Problem: Search the records for "list". Report every line where it occurs.

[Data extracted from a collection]
Segment Open
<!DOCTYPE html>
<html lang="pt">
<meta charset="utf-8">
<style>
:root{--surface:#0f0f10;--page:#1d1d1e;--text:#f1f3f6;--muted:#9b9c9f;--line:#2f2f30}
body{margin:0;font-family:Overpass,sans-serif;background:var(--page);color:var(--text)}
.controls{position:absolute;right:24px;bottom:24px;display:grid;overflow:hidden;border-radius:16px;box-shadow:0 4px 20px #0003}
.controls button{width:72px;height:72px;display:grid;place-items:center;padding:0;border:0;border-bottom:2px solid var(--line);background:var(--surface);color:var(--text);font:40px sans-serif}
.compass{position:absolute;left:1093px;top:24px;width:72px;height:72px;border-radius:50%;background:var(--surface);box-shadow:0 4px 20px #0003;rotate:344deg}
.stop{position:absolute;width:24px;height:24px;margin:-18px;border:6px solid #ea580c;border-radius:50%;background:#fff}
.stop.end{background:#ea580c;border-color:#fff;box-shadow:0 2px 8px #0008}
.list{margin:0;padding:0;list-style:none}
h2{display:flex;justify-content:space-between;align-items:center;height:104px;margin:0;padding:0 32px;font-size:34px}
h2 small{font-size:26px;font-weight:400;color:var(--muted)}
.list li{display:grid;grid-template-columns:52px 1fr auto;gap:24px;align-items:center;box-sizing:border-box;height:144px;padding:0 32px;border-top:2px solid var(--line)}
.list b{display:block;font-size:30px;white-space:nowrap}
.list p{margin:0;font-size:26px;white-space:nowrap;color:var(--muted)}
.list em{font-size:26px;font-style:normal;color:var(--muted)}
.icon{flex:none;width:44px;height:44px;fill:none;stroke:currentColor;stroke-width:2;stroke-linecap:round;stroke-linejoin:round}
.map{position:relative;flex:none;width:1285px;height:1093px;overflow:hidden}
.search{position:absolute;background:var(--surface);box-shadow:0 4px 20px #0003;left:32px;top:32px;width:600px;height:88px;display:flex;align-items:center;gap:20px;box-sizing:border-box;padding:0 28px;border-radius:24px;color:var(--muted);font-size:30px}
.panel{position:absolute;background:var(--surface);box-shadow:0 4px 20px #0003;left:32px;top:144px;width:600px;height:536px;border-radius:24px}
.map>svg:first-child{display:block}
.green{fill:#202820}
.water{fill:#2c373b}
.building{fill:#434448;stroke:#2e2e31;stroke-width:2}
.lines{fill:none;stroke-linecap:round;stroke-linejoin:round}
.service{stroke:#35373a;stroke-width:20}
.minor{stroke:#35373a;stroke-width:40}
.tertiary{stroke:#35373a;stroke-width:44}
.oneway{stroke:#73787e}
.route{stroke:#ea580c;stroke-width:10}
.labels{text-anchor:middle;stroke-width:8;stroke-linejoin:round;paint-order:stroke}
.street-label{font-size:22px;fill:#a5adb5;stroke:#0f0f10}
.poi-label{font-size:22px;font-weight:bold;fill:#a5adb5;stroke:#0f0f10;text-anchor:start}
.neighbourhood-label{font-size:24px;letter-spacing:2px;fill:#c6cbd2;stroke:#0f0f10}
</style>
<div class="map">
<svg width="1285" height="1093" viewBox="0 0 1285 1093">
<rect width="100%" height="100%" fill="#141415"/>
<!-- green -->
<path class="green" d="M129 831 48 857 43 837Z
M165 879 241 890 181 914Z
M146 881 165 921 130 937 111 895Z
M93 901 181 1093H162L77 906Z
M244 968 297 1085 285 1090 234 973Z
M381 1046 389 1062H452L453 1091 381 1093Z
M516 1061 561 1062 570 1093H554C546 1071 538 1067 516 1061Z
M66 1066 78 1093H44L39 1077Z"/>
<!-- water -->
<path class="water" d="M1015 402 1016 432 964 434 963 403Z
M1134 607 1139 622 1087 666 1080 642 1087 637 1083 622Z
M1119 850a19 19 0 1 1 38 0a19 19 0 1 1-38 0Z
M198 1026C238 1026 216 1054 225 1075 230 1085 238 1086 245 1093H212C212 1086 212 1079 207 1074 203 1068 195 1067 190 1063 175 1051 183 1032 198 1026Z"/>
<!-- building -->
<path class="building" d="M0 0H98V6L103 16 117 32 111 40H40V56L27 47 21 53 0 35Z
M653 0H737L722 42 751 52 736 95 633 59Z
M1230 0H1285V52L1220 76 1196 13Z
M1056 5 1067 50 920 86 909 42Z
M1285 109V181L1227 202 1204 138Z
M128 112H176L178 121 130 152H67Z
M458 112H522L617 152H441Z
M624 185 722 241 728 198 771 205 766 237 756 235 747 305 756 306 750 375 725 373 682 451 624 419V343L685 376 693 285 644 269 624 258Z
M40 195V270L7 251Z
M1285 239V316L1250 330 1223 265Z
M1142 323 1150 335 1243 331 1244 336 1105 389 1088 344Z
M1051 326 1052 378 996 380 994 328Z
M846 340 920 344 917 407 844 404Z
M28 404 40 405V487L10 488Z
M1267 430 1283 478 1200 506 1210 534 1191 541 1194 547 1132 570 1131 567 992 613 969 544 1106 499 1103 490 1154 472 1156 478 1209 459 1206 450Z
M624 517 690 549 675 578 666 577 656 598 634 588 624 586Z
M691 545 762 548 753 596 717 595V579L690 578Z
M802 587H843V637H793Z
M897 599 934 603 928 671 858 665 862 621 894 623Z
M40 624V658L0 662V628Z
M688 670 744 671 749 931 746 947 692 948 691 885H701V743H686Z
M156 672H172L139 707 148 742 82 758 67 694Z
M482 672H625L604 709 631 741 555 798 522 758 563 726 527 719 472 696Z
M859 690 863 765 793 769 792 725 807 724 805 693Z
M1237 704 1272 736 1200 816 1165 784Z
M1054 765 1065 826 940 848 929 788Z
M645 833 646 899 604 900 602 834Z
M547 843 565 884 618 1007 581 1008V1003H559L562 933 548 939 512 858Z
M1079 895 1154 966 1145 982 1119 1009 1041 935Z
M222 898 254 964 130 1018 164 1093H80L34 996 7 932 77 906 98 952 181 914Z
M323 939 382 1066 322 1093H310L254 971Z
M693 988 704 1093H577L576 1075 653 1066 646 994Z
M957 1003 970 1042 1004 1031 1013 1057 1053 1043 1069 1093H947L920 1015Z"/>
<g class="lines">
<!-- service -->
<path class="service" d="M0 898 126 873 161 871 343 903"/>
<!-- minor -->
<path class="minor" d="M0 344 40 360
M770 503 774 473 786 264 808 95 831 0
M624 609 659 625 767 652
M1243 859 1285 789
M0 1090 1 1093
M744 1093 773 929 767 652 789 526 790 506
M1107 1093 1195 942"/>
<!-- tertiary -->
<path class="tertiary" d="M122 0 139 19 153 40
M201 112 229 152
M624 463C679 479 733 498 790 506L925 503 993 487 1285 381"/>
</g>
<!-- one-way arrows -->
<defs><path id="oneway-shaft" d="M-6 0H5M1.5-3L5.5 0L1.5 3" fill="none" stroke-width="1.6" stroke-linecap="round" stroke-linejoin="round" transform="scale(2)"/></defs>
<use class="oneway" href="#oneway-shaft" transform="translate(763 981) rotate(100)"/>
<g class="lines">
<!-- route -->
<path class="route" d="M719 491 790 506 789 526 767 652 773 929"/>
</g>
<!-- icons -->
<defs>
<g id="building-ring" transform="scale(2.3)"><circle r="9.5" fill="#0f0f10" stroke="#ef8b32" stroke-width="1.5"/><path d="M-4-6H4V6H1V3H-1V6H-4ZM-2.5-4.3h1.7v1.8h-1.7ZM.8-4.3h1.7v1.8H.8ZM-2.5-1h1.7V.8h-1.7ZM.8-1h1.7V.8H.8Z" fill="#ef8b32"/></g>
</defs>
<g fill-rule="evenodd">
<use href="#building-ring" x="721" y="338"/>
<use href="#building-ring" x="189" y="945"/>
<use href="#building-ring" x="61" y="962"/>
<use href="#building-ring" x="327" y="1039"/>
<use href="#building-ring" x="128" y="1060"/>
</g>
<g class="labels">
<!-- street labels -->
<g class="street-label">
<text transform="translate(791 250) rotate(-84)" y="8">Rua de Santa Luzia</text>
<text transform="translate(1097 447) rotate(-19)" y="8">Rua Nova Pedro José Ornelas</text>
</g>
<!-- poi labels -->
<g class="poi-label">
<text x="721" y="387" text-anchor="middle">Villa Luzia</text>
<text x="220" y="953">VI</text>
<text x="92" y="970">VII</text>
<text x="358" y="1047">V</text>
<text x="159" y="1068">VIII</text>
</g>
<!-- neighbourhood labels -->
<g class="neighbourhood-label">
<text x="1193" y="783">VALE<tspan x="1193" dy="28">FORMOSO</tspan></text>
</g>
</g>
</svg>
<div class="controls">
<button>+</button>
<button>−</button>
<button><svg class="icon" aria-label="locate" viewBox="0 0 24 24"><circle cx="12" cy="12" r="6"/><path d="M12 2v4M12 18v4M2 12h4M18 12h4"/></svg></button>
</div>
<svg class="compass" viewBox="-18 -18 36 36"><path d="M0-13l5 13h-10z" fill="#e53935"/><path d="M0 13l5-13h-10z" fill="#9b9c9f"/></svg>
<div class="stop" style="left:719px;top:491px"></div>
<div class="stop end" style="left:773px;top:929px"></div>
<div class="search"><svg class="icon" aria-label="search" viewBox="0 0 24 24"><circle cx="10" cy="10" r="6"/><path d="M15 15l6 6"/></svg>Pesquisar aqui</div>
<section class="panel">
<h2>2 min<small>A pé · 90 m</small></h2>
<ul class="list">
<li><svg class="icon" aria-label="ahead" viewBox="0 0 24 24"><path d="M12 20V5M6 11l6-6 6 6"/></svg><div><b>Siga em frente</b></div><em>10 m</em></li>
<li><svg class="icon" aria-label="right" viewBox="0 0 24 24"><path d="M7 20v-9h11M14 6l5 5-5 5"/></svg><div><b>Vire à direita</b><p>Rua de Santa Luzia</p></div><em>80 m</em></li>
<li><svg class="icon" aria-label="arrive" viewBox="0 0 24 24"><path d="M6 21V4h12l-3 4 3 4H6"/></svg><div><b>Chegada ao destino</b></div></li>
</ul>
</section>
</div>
Segment Closed
Response:
.list{margin:0;padding:0;list-style:none}
.list li{display:grid;grid-template-columns:52px 1fr auto;gap:24px;align-items:center;box-sizing:border-box;height:144px;padding:0 32px;border-top:2px solid var(--line)}
.list b{display:block;font-size:30px;white-space:nowrap}
.list p{margin:0;font-size:26px;white-space:nowrap;color:var(--muted)}
.list em{font-size:26px;font-style:normal;color:var(--muted)}
<ul class="list">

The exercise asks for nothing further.